A Q3 2018 healthcare data break report from Protenus demonstrates there has been a substantial decrease in healthcare data breaks compared to the preceding quarter. In Q2, 142 healthcare companies reported data breaks compared to 117 in Q3.
However, because of some big breaks in Q3, the total number of disclosed records was considerably higher. Between July and September, the health records of 4,390,512 patients were disclosed, impermissibly disclosed, or thieved compared to 3,143,642 healthcare records in Q2. Each quarter in 2018, the number of disclosed records has increased considerably.
The large increase in disclosed records in Q3 is partly because of a huge data break at UnityPoint Health that was disclosed in July. In that single break, more records were disclosed than in the 110 healthcare data breaks in Q1, 2018. The break was a phishing attack that saw a number of UnityPoint Health electronic mail accounts undermined. Those accounts had the PHI of 1.4 million patients. The biggest healthcare data break in August was a hacking occurrence at a healthcare supplier that led to the disclosure of 502,416 records. The biggest break in September was reported by a health plan and affected 26,942 plan members.
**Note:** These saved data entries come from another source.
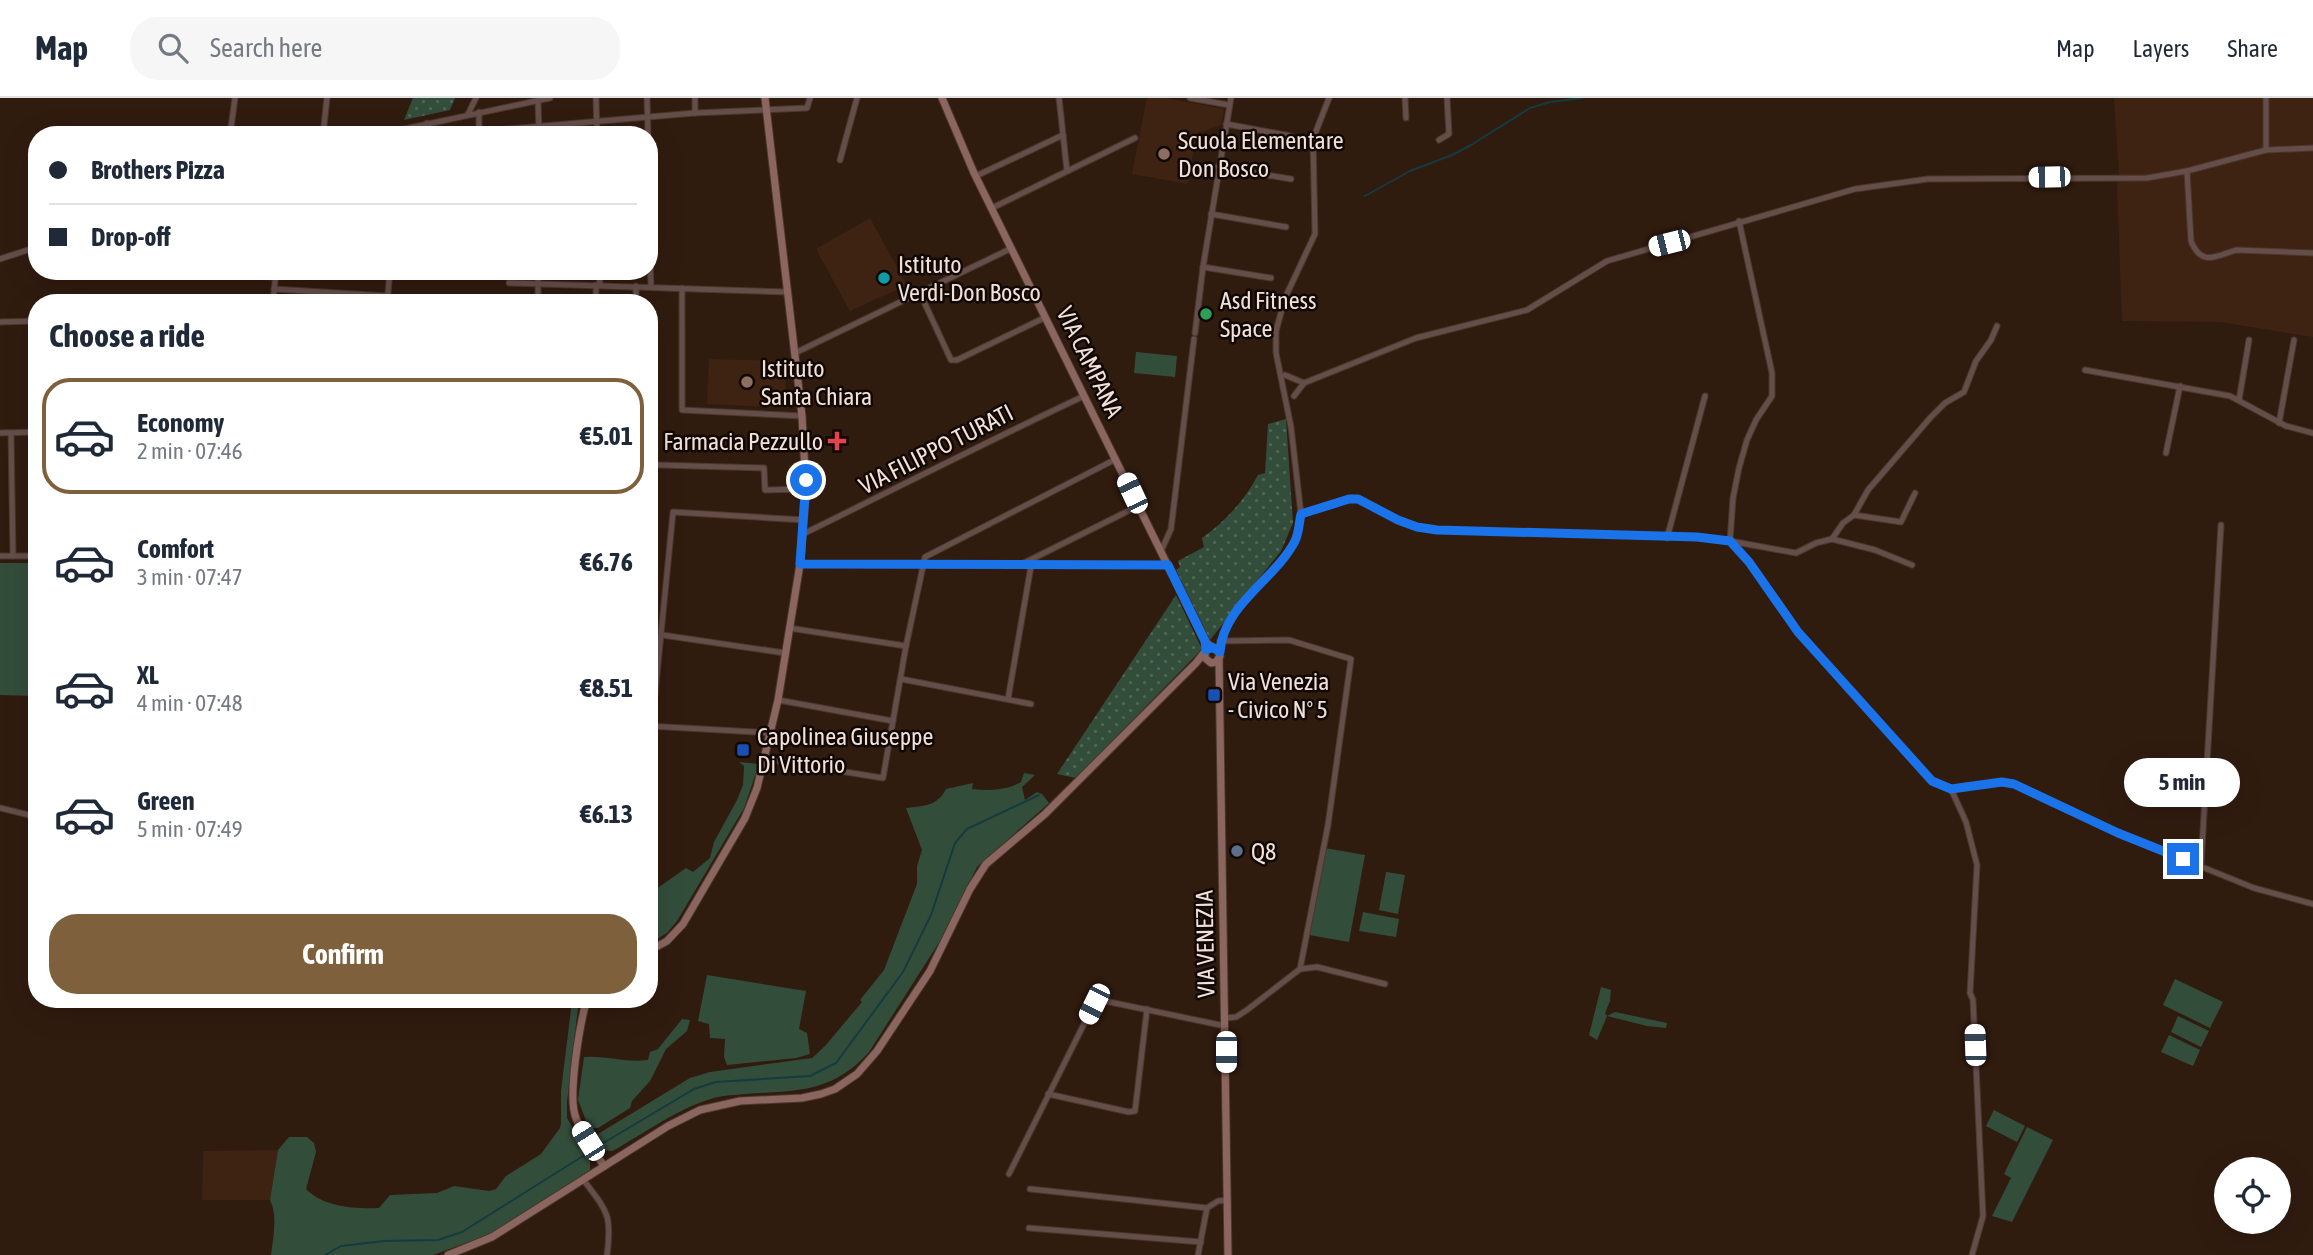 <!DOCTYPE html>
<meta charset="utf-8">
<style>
body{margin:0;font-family:"Asap Condensed",sans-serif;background:#f6f6f7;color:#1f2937;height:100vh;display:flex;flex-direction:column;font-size:26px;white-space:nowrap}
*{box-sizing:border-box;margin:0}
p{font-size:23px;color:#747a83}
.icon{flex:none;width:38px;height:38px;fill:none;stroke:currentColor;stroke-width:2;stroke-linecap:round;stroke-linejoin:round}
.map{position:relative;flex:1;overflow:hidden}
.panel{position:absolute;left:28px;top:196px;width:630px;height:714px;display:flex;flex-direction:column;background:#fff;border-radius:28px;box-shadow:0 7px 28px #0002}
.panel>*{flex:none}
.guide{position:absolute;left:28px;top:28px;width:630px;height:154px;border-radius:28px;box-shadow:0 7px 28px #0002;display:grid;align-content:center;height:154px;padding:0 21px;background:#fff}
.fabs{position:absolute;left:2214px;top:1059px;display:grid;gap:14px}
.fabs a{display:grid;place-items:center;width:77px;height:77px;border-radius:50%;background:#fff;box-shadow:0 7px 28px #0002;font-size:35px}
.end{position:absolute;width:32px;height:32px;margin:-16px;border:9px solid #1a73e8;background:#fff;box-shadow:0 0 0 4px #fff}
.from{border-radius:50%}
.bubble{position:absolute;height:49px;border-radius:24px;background:#fff;box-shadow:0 7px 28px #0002;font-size:23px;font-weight:700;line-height:49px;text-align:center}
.car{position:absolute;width:21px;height:42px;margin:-21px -10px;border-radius:9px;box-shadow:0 0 5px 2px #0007;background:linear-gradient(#fff 24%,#345 0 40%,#fff 0 76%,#345 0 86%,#fff 0)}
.guide b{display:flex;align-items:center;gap:24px;height:66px;font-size:26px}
.guide b+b{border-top:2px solid #e0e1e3}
.guide i{width:18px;height:18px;background:#1f2937}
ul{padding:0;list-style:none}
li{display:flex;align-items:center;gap:21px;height:116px;margin:0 14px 10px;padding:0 7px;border:4px solid transparent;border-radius:28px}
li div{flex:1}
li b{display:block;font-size:26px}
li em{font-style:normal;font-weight:700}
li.on{border-color:#7e603c}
li>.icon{width:63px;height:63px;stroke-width:1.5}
h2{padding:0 21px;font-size:32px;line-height:84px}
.button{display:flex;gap:14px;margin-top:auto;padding:14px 21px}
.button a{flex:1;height:80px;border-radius:28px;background:#7e603c;color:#fff;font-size:28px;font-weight:700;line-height:80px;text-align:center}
header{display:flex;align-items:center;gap:42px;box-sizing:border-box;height:98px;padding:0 35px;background:#fff;border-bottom:2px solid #e0e1e3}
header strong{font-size:33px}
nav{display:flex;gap:38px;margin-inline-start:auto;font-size:24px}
.search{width:490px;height:63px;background:#f6f6f7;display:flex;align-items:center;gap:18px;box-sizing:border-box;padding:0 24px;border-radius:28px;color:#747a83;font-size:26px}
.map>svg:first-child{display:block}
.built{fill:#3e2313}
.green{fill:#334d3b}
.park{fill:url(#park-dots)}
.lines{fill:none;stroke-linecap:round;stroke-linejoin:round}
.stream{stroke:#153b3f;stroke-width:2}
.street-casing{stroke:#4b372b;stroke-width:7}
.secondary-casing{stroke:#4b372b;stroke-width:9}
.street{stroke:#654e4a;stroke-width:5}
.secondary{stroke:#8b6660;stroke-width:7}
.route{stroke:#1a73e8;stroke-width:9}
.education-dot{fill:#8d6e63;stroke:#110804;stroke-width:2.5}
.culture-dot{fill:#0f9aa8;stroke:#110804;stroke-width:2.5}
.leisure-dot{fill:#2e9e5b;stroke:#110804;stroke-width:2.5}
.health-dot{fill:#e0444e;stroke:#110804;stroke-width:2.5}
.transit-dot{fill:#1a4fb4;stroke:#110804;stroke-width:2.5}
.service-dot{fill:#5c6f8a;stroke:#110804;stroke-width:2.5}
.labels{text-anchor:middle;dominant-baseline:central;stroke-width:5;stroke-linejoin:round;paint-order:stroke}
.poi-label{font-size:24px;fill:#f1e1da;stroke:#110804;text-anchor:start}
.street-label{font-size:24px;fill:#f1e1da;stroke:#110804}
</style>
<header>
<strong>Map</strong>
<div class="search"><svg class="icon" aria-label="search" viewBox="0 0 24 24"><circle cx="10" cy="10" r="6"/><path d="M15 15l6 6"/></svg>Search here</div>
<nav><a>Map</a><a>Layers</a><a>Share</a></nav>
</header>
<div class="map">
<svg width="2313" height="1157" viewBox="0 0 2313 1157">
<defs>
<pattern id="park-dots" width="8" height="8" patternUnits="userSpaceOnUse" patternTransform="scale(1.75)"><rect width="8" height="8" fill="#334d3b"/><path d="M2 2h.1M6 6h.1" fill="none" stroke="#516657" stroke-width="1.8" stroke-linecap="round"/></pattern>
</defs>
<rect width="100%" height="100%" fill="#301b0f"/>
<!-- built -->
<g class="built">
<path d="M1147 0H1166L1224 11 1221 27 1196 36 1188 86 1132 76Z"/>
<path d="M2114 0H2313V239L2220 224 2122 223 2117 86 2119 75Z"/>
<path d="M870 120 907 187 850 213 816 151Z"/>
<path d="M709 261 783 263 788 310 707 306Z"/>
<path d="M278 1052 270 1102H202L203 1053Z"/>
</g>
<!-- green -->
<g class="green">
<path d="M1136 254 1177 258 1175 279 1134 275Z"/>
<path d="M0 465H37V598L0 597Z"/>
<path d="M739 664 759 666 744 710 677 823 667 835 649 846V796L686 770 693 774 710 760 714 744 737 702 743 687 744 668Z"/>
<path d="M1024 675 1035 677 1022 689 1025 702 1037 694 1042 696 1049 705 977 769 940 843 869 954C831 996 797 992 746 996 735 997 724 997 714 1000 679 1010 649 1032 618 1050L612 1053 601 1052 593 1039 690 980 710 974 812 960 825 948 862 904 860 902 884 872 917 786V768L922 752 906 710C923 708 938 708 946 691L973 685 972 691C986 693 1008 692 1021 684Z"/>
<path d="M1325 750 1365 757 1349 844 1309 837Z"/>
<path d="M1386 774 1405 777 1398 816 1379 812Z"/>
<path d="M1363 814 1399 821 1396 839 1359 833Z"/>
<path d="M707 877 806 893 799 931 807 935 810 956 796 960 727 967 724 959 725 941 710 940 709 926 698 923Z"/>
<path d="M2175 881 2223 904 2210 930 2163 907Z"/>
<path d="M1601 889 1611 892 1610 903 1605 915 1607 918 1615 914 1667 925 1666 930 1647 928 1607 918 1597 942 1589 937Z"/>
<path d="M565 901H579L567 1004V1020L590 1060V1072L490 1136 433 1157H271C273 1140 278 1117 270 1102L278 1052 289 1039H307L314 1045 316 1054 306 1091C323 1109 355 1111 379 1110L390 1097 437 1095 454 1088 489 1093 496 1091 506 1078 541 1056 560 1030 561 1026V993L572 903Z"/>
<path d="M2178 918 2209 933 2201 949 2171 934Z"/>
<path d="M682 921 690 922 687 933 666 951 650 983 632 1003 630 1010 598 1030H589L578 1002 584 959C605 957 626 965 648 962L650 954 658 951Z"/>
<path d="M2169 937 2200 952 2193 968 2161 954Z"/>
<path d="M1994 1012 2025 1028 2017 1044 1986 1028Z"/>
<path d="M2027 1029 2053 1042 2012 1124 1992 1118 2011 1080 2004 1076Z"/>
</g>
<!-- park -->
<g class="park">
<path d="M413 0H455L450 12 404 22Z"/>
<path d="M1286 321 1293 425 1281 453 1210 542 1176 472 1180 469 1178 463 1204 449 1202 440C1225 424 1244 403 1258 377L1265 375 1268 326Z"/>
<path d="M1176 497 1202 551 1076 680 1057 676Z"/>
</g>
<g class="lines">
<!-- stream -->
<g class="stream">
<path d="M1365 98 1410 73 1452 57 1471 47 1530 10 1550 4 1582 0"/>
<path d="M595 1050 694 991 716 984 810 978 836 965 903 874 931 817 955 745 967 731 1039 697"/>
<path d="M325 1157 341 1148 384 1143 438 1142 462 1134 591 1053"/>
</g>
<defs>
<g id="street">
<path d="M596 0 597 37"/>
<path d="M647 0 648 37"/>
<path d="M695 0V15"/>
<path d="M1059 0 1067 73"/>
<path d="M1190 0 1229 7"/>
<path d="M1405 0 1406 20"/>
<path d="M538 3 539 37"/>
<path d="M479 14V37"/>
<path d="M468 16 476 0"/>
<path d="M427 25V37"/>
<path d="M1226 26 1291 38"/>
<path d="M507 31 695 15 807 10 810 0"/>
<path d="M230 37 235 0"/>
<path d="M323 37 327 0"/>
<path d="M376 37 550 0"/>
<path d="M1439 42 1449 36 1447 0"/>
<path d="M2313 50 2266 52 2187 73 2191 143C2202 171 2219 156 2237 152L2313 155"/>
<path d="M2266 52V0"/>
<path d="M840 62 857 0"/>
<path d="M1218 69 1291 81"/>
<path d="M976 78 1063 37"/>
<path d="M992 110 1135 40"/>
<path d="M1211 116 1286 129"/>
<path d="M649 123 651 189"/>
<path d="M1739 123 1772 275V298L1756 322 1747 342 1739 370 1733 400 1730 443 1796 455 1816 445 1832 441 1875 452 1912 467"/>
<path d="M0 161 37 149"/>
<path d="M1203 169 1271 180"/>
<path d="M171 173V176L276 179"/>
<path d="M429 173V174"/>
<path d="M538 173V205"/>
<path d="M599 173 600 187"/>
<path d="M509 185 787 194"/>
<path d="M596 187V205"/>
<path d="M636 188V205"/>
<path d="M682 190V312L802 318"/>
<path d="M274 191 388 198"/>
<path d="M919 193 951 262H957L1046 219"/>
<path d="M273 205 276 173"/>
<path d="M387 205 390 173"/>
<path d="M502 205H513"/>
<path d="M0 224 37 223"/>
<path d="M1195 235 1203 169 1231 0"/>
<path d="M795 255 1012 150"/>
<path d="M2085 272 2230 298 2286 328 2313 335"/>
<path d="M1285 277 1304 285"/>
<path d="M1294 298 1304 285 1416 240 1527 212 1607 163 1855 91 1928 81 2147 80 2187 73"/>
<path d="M2239 302 2249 242"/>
<path d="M2279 325 2294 242"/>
<path d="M0 335 37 334"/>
<path d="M11 335 13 458"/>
<path d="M2166 355 2180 288"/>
<path d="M658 367 764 370 765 392 806 391"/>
<path d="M1301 416 1349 401H1358L1398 422 1417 429 1437 432 1697 439 1730 443 1749 464 1798 534 1932 683 1951 691 2002 684 2014 686 2118 735 2254 790 2313 806"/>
<path d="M1854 417 1868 392 1930 320 1945 305 1964 294 1976 263 1991 242 1997 228"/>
<path d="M803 436C897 390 990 342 1084 298"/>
<path d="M1667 440 1705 298"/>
<path d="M1832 441 1843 425 1854 417 1901 424 1915 395"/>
<path d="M1161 453 1171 431 1194 241"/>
<path d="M0 458H37"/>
<path d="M800 466 1168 467"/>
<path d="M1020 467 1138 408"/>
<path d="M789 530 906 548"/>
<path d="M662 537 785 555"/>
<path d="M1220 543 1289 542 1351 561 1328 727 1300 871"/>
<path d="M1220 552V543L1237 512 1284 459 1296 441 1301 416 1291 329 1276 255V233L1285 200 1315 136 1313 41 1329 0"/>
<path d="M901 581 1031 606"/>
<path d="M655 597 673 414 804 422"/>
<path d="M1008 601 1031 468"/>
<path d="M778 602 893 623"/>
<path d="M649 628 771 635"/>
<path d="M765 661 883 680 906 548 925 459 1116 361"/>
<path d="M1951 691 1966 724 1977 767 1970 895 1973 902 1983 1118 1972 1157"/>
<path d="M0 710 37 719"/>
<path d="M2201 767 2221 427"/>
<path d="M1225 920 1236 919 1247 912 1300 871 1317 869 1385 886"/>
<path d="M1048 996 1129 1014 1135 1013 1147 911"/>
<path d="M1009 1076 1094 906 1100 902 1225 928"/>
<path d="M585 1084C608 1114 612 1118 607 1157"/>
<path d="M1030 1091 1207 1110"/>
<path d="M1029 1130 1201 1144"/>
<path d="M1198 1157 1207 1110 1218 1103 1227 1102"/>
</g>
<g id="secondary">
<path d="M942 0 974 75 1205 543 1211 549"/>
<path d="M1219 560 1228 1157"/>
<path d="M649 853 667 843 683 826 745 720 757 690 778 602 800 466 806 391 802 318 765 0"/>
<path d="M587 901C580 925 567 999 576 1020 582 1037 594 1053 604 1068"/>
<path d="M448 1157 492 1139 668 1028 700 1012 740 1003 802 1000 821 996 835 991 857 976 877 953 930 873 970 791 986 766 1045 716 1196 565 1207 551 1217 550 1220 558 1216 564 1211 565 1205 560V555"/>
</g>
</defs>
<!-- street casing -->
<use href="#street" class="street-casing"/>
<!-- secondary casing -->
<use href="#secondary" class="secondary-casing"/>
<!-- street -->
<use href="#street" class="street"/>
<!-- secondary -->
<use href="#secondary" class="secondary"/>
</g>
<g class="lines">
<!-- route -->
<path class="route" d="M806 382 800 466 1168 467 1205 543 1206 552 1212 549 1220 554C1223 507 1275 482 1295 443 1299 435 1299 425 1301 416L1349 401H1358L1398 422 1417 429 1437 432 1697 439 1730 443 1749 464 1798 534 1932 683 1951 691 2002 684 2014 686 2118 735 2183 761"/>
</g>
<!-- markers -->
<g class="education-dot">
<circle cx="1164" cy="56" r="7"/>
<circle cx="747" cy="284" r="7"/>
</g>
<circle class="culture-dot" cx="884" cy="180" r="7"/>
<circle class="leisure-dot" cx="1206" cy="216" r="7"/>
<path class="health-dot" d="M833.5 332.5h7v7h7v7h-7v7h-7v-7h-7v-7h7z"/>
<g class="transit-dot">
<rect x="1207" y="590" width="14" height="14" rx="3.5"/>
<rect x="736" y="645" width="14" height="14" rx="3.5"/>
</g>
<circle class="service-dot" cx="1237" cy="753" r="7"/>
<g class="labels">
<!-- poi labels -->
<g class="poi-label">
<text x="1178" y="42">Scuola Elementare<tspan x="1178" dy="28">Don Bosco</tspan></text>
<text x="898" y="166">Istituto<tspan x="898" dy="28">Verdi-Don Bosco</tspan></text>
<text x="1220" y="202">Asd Fitness<tspan x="1220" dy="28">Space</tspan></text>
<text x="761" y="270">Istituto<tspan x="761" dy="28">Santa Chiara</tspan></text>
<text x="823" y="343" text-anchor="end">Farmacia Pezzullo</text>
<text x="1228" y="583">Via Venezia<tspan x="1228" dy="28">- Civico N° 5</tspan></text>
<text x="757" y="638">Capolinea Giuseppe<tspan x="757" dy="28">Di Vittorio</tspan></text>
<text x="1251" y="753">Q8</text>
</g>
<!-- street labels -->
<g class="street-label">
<text transform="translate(1090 264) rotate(64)">VIA CAMPANA</text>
<text transform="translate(936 351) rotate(-27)">VIA FILIPPO TURATI</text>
<text transform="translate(1205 846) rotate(-91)">VIA VENEZIA</text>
</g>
</g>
</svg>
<div class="fabs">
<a><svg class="icon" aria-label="locate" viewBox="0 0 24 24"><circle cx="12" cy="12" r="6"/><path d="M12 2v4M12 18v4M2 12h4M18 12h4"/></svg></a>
</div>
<i class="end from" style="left:806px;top:382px"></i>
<i class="end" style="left:2183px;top:761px"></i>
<div class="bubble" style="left:2124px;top:660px;width:116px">5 min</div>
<i class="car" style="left:2049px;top:79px;rotate:269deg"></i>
<i class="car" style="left:1669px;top:145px;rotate:256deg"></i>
<i class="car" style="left:1132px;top:395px;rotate:335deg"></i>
<i class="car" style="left:1094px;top:906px;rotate:206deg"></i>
<i class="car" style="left:1975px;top:947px;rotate:358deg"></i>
<i class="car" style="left:1226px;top:954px;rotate:180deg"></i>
<i class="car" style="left:588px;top:1043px;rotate:328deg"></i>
<div class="guide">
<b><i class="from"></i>Brothers Pizza</b>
<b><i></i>Drop-off</b>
</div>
<section class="panel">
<h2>Choose a ride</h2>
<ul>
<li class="on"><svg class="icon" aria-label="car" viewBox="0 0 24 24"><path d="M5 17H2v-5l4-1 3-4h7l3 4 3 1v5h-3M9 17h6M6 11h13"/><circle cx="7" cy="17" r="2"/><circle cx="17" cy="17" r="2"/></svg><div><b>Economy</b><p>2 min · 07:46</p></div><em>€5.01</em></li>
<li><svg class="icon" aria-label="car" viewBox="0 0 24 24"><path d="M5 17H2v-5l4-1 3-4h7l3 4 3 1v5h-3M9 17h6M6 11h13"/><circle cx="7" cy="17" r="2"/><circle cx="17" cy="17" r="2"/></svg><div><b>Comfort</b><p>3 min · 07:47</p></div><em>€6.76</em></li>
<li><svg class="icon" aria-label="car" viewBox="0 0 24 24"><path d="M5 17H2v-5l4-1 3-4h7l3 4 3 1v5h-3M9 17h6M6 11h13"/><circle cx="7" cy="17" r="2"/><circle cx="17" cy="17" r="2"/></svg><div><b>XL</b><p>4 min · 07:48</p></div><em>€8.51</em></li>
<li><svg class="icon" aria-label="car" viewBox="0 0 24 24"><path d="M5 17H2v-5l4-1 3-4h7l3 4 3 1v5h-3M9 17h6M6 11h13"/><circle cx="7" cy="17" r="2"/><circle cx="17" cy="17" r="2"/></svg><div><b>Green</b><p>5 min · 07:49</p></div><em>€6.13</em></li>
</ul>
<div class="button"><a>Confirm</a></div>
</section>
</div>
Hacking and other IT occurrences comprised for 51.28% of all data breaks in Q3. The second largest cause of breaks was insider occurrences (23.08%), after that loss/theft occurrences (10.26%). The reason of 15.38% of breaks in Q3 is not clear.
Hacks and IT occurrences also led to the maximum number of exposed/stolen healthcare records – 86% of all broken records in Q3. 3,649,149 records were undermined in the 60 occurrences pertained to hacks and IT occurrences. There were 8 reported ransomware/malware attacks and 10 occurrences involving phishing. It was not possible to decide the precise reason of 18 ‘hacking’ occurrences.
Q3 saw a surge in insider breaks. Insider breaks were divided into two types: insider mistakes and insider crime. Insider crime contains impermissible disclosures of PHI, workers prying on medical records, and theft of healthcare records by workers. Insider breaks led to the thievery, exposure, or impermissible revelation of 680,117 patient records.
19 occurrences were categorized as insider mistakes and affected 389,428 patients. There were 8 verified cases of insider crime that affected 290,689 patients – which is a major surge from the 70,562 patients affected by insider wrongdoing occurrences in Q2, and the 4,597 patients affected by similar occurrences in Q1.
In Q3, 19% of breaks involved paper records and 81% involved electronic medical records.
Healthcare suppliers suffered the most breaks in Q3 (74% of breaches), followed by health plans (11%) and business allies (11%). 23% of the quarter’s breaks had some business associate participation.
The report discloses that healthcare companies and their suppliers are sluggish to identify breaks. In one instance, it took a healthcare supplier 15 years to find out that a worker had been prying on healthcare records. In those 15 years, the worker illegally accessed the records of thousands of patients.
The average time to identify a break was 402 days and the median time was 51 days. The average time to inform breaks was 71 days and the median time was 57.5 days.
Florida was the state worst affected by healthcare data breaks in Q3 with 11 incidents, followed by California on 10 and Texas on 9.